What you need to do:
Using the entries below, copy out all lines where "Höhenmeter" is found.

────────────────

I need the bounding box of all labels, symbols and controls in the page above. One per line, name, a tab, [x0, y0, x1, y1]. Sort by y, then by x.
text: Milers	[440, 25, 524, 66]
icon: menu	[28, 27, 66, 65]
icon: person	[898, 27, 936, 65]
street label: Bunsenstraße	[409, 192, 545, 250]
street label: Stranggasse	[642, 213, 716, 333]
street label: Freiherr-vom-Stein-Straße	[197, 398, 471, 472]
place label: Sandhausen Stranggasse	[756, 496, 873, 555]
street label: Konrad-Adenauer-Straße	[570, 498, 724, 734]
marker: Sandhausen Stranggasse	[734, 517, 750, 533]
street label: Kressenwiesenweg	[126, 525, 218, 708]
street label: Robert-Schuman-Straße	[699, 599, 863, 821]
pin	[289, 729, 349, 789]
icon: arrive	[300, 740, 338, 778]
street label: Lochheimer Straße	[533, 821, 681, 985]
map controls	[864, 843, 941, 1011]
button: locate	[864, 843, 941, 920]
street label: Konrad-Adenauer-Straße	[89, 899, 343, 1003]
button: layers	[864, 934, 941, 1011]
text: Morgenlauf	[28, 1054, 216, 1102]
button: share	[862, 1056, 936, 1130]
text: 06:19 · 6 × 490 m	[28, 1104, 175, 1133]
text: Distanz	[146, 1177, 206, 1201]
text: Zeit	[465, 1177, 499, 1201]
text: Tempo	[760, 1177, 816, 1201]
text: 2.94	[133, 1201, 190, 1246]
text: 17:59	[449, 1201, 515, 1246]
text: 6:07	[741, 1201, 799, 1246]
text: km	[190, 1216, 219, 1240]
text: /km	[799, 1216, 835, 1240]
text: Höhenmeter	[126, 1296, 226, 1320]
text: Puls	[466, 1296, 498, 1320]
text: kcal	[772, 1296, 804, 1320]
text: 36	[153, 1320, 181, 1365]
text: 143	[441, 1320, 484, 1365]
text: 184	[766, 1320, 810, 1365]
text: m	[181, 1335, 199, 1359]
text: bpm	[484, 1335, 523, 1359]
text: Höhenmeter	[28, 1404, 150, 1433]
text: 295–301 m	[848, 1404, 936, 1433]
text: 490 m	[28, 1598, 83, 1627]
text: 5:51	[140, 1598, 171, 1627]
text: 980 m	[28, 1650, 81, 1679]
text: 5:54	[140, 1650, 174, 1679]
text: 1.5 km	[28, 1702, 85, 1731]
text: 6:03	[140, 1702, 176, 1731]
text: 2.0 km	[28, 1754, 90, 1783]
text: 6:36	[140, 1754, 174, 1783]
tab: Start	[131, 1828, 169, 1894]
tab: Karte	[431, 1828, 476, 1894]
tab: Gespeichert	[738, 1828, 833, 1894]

────────────────

Response:
text: Höhenmeter	[126, 1296, 226, 1320]
text: Höhenmeter	[28, 1404, 150, 1433]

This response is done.